4. Ohhhh! Hahahah. I can't believe I forgot about converting to radians.. this problem was from a review sheet and I haven't done this type of math in a while. I'm glad I reviewed it! Thanks guys

5. oh wait! what about the second part of the problem, how to find the maximum height of the tunnel? If the function was just 8 sin x then I think it would be 8, but since it's 8 sin x + 2 I'm not sure where the 2 figures in. Would that make it 10? Or I could be completely off. How do you find the max. height of the tunnel?

6. what is the max value that sinx can be?

7. ahhh i don't know! I don't know whether it's in degrees or radians or what.. I mean the max value of a graph of sinx would be 1.. but i don't think that's the answer you're looking for.

8. okay the max value of sinx is one. So if we plug that into the equation, 8 sinx +2: 8*1+2= 10. Is the maximum 10?

9. yes ... the max is 10.

10. 8?

I haven't done pre-calc in a while, but if the max value of $\sin(x)$ is 1 then the max $sin(x)+2$ can be is 1, $1 \cdot8=8$.
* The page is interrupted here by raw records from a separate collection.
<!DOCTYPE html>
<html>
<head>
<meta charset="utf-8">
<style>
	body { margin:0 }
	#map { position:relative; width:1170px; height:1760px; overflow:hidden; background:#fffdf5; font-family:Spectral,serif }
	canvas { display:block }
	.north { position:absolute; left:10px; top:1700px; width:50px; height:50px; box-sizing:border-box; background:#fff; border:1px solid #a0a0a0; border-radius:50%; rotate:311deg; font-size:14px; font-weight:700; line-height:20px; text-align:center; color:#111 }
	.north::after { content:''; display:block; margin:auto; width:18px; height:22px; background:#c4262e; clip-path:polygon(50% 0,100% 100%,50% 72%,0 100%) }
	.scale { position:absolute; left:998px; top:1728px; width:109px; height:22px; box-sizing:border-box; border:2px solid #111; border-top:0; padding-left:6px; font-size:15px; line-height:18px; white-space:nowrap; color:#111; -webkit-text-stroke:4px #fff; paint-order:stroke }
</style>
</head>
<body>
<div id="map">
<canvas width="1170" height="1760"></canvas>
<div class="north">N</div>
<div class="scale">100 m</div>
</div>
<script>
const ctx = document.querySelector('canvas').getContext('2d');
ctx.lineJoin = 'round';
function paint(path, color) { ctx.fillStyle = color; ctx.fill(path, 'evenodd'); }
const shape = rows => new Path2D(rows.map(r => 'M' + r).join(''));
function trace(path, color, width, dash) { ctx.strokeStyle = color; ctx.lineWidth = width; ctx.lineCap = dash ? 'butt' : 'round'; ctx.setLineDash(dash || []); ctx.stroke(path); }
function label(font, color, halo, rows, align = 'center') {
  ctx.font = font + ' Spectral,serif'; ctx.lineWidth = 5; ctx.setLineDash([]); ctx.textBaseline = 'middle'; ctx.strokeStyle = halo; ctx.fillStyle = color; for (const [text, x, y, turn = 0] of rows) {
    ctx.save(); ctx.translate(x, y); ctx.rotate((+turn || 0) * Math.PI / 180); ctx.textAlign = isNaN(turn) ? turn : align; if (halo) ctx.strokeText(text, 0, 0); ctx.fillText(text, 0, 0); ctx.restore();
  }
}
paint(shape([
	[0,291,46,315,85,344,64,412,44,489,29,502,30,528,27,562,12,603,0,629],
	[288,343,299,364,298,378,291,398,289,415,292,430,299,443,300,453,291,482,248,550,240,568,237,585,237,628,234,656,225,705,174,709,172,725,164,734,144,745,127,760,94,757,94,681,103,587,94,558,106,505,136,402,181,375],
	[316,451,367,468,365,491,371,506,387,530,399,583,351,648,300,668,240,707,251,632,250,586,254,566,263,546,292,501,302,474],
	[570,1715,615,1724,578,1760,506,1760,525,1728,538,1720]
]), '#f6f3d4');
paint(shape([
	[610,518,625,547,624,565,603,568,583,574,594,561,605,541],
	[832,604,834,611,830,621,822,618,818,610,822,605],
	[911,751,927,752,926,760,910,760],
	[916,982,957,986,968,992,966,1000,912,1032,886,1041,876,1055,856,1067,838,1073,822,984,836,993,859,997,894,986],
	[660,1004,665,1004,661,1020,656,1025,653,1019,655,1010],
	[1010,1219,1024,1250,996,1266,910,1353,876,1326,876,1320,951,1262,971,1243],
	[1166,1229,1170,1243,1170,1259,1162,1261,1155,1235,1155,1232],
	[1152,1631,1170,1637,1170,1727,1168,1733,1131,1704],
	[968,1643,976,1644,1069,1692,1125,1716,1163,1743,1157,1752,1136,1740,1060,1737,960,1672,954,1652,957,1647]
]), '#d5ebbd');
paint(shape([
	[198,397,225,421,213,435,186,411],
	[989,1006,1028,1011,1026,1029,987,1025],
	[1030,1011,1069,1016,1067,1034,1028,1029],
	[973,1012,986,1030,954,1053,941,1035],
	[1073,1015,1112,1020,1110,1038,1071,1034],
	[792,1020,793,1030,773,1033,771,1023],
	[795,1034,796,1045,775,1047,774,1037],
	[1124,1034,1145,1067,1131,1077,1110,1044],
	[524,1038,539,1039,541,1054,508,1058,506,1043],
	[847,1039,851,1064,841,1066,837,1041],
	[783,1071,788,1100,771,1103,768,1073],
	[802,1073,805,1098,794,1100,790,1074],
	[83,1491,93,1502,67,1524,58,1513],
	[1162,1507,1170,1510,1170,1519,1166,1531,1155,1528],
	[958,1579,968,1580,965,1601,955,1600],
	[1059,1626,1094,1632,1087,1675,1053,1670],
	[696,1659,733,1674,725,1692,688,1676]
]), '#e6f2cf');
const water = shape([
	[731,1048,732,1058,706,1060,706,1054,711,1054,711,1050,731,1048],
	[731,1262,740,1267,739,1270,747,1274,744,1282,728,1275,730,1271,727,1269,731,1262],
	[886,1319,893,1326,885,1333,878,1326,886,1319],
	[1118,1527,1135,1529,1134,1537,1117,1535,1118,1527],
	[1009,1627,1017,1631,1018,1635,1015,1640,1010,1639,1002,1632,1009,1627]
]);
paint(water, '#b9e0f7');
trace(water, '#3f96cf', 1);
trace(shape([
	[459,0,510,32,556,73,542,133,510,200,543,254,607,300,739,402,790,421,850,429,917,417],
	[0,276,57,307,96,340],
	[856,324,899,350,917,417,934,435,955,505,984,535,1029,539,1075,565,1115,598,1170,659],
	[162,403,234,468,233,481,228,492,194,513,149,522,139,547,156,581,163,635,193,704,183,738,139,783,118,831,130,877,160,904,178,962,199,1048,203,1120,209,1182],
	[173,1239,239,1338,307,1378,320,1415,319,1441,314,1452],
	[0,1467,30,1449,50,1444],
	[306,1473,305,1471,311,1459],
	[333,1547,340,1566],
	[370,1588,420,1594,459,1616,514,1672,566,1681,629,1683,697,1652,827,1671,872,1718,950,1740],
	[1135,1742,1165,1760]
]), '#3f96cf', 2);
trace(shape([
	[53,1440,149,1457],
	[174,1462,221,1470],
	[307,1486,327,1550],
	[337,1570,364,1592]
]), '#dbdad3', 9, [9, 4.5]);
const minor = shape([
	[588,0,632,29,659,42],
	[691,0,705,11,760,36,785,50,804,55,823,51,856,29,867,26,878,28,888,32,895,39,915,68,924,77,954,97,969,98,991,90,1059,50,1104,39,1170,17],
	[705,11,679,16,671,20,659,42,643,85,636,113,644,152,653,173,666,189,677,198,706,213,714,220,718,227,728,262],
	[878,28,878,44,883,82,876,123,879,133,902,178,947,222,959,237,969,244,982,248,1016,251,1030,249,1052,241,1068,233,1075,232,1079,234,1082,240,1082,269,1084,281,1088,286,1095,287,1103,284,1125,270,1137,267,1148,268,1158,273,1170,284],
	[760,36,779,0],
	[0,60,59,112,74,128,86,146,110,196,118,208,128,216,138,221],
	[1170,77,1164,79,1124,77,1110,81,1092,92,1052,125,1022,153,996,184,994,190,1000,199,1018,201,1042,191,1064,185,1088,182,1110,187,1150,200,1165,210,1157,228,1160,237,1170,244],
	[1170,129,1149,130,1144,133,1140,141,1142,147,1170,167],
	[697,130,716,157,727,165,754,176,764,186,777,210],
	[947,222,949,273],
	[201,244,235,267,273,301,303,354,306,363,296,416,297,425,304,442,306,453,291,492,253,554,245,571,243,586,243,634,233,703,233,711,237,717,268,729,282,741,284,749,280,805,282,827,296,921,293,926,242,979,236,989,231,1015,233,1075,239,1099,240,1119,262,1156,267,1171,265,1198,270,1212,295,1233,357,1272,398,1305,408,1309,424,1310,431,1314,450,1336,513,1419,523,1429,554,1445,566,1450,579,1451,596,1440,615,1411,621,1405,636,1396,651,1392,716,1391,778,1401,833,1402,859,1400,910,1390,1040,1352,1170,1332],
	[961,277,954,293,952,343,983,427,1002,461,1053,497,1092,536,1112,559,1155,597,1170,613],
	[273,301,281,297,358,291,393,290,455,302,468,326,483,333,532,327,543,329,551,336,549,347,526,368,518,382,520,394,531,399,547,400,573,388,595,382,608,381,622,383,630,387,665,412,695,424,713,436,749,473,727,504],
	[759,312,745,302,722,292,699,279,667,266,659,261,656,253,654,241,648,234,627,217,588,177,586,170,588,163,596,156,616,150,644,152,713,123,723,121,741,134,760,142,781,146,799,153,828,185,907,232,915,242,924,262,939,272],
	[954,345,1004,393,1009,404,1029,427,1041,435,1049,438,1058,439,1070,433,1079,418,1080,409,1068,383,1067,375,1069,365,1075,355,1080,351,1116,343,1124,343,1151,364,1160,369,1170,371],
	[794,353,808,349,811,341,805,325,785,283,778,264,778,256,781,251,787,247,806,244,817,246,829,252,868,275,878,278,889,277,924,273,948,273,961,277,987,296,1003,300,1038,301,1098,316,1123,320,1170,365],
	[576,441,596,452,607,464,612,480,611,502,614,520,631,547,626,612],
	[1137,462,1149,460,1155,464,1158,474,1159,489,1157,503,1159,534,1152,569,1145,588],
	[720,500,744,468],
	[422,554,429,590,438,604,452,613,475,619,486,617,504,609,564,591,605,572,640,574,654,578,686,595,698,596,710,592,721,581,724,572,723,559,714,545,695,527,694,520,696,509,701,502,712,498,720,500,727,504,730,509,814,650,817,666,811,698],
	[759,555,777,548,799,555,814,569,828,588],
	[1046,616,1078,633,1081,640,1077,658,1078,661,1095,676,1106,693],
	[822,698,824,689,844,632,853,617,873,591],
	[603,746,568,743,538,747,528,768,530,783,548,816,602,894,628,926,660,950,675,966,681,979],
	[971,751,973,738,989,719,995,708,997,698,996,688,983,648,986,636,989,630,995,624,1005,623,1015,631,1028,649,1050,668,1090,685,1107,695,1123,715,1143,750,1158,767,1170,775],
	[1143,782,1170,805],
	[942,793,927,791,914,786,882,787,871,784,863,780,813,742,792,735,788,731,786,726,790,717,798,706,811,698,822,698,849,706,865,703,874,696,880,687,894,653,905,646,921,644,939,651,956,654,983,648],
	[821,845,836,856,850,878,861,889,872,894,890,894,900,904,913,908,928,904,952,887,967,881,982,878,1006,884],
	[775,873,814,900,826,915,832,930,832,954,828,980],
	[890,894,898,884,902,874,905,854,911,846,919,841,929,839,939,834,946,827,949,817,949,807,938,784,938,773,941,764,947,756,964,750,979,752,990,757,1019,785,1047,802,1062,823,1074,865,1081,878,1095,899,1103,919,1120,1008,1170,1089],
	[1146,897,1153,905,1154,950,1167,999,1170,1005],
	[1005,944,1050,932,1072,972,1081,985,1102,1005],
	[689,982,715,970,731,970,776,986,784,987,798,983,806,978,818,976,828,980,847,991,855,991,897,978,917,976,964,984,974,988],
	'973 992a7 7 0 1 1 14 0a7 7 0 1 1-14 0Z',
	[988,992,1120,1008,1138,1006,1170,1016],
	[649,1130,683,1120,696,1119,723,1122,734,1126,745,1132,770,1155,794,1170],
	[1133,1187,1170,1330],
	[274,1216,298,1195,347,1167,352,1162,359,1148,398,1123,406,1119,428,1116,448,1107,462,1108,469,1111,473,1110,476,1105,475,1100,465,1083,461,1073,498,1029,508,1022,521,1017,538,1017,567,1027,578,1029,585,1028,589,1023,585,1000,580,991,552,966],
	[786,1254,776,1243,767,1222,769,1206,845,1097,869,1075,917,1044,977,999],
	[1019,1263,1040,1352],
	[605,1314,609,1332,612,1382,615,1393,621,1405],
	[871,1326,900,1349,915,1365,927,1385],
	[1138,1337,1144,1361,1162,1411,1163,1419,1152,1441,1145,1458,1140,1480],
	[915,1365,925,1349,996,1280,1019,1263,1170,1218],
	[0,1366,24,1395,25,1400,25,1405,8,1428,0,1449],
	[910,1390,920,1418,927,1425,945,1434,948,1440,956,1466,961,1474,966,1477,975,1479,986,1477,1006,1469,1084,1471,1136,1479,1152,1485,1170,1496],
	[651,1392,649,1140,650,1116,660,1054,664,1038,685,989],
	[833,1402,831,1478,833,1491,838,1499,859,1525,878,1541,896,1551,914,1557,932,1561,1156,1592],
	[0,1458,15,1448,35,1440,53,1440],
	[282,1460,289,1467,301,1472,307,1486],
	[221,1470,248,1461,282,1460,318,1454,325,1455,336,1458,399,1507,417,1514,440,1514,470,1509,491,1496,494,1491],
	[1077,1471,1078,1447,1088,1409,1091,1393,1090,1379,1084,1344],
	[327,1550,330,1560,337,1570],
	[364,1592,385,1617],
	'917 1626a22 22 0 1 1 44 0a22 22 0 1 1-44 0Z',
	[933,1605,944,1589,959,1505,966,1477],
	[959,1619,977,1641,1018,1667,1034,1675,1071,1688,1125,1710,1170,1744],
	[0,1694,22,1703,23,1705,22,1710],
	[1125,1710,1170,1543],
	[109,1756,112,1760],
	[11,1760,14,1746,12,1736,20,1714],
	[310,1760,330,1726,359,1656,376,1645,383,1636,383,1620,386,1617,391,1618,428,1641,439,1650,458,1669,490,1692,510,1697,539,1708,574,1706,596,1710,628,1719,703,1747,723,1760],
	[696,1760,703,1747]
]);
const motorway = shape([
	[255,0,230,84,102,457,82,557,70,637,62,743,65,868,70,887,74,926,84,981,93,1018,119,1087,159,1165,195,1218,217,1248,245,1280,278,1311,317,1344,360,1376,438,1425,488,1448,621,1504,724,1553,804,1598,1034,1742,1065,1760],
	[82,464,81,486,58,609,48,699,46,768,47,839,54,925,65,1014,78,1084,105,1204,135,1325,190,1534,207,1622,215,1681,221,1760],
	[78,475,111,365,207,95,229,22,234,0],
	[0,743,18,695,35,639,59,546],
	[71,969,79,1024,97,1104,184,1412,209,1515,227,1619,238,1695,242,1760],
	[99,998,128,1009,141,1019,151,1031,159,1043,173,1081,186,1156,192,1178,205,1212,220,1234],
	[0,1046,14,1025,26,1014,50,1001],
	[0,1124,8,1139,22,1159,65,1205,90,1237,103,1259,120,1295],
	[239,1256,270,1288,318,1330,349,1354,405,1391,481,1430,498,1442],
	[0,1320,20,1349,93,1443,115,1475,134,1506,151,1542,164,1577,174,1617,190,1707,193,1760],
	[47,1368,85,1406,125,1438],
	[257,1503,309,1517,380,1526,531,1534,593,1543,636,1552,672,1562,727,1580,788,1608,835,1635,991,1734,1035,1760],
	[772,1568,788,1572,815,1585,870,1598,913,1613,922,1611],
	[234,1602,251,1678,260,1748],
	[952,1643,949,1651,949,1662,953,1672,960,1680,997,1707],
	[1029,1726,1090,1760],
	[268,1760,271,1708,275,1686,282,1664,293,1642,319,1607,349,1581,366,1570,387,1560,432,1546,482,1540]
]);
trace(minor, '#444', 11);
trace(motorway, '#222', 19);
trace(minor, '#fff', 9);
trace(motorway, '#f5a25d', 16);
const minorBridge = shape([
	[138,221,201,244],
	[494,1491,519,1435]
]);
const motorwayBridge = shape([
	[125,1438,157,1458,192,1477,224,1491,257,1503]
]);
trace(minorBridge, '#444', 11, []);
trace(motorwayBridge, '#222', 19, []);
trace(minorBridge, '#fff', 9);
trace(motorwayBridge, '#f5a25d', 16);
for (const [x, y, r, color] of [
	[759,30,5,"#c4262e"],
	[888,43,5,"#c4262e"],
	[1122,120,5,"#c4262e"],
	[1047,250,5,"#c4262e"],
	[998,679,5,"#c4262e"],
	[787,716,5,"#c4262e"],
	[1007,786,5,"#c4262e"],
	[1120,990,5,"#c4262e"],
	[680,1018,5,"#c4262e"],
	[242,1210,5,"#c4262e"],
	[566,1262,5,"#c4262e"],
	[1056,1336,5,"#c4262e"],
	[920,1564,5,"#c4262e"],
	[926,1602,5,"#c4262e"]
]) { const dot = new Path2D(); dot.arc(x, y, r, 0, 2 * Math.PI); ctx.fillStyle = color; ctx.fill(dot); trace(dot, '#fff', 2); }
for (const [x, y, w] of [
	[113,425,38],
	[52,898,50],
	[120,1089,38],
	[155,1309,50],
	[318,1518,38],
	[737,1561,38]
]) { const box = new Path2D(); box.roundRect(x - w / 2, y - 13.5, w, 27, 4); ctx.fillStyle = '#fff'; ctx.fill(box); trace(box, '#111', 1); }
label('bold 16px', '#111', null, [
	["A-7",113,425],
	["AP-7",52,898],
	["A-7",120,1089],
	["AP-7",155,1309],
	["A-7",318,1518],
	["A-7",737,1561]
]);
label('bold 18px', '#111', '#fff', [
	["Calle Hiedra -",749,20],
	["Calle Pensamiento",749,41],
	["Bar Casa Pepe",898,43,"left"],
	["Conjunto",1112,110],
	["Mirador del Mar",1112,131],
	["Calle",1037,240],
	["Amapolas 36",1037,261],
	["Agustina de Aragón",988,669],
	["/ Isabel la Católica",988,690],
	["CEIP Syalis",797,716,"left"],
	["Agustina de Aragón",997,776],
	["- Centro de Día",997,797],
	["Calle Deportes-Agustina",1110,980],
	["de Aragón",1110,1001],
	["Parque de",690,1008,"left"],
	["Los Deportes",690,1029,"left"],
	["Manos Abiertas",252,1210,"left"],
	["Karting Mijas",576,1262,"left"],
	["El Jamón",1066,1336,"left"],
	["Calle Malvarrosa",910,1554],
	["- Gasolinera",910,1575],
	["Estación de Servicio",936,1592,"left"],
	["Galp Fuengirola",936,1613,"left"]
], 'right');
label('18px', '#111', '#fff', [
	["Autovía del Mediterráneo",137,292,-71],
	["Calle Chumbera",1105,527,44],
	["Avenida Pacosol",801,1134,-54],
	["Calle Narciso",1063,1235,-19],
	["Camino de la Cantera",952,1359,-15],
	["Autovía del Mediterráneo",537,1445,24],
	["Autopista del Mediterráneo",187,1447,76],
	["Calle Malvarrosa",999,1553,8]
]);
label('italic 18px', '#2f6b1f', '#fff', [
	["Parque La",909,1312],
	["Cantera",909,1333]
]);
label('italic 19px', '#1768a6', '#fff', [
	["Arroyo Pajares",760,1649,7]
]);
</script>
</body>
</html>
11. Originally Posted by OnMyWayToBeAMathProffesor
8?

I haven't done pre-calc in a while, but if the max value of $\sin(x)$ is 1 then the max $sin(x)+2$ can be is 1, $1 \cdot8=8$.
the expression is 8sinx + 2

12. Edit: Sorry, you already said this. Nevermind.
ok, the maximum value of sin(x) is one. So if we plug that into the equation, $8\sin(x)+2= 8\times1+2= 10$

13. I am sorry, i thought the equation was $8\sin(x+2)$ not $8\sin(x)+2$. so 10 then?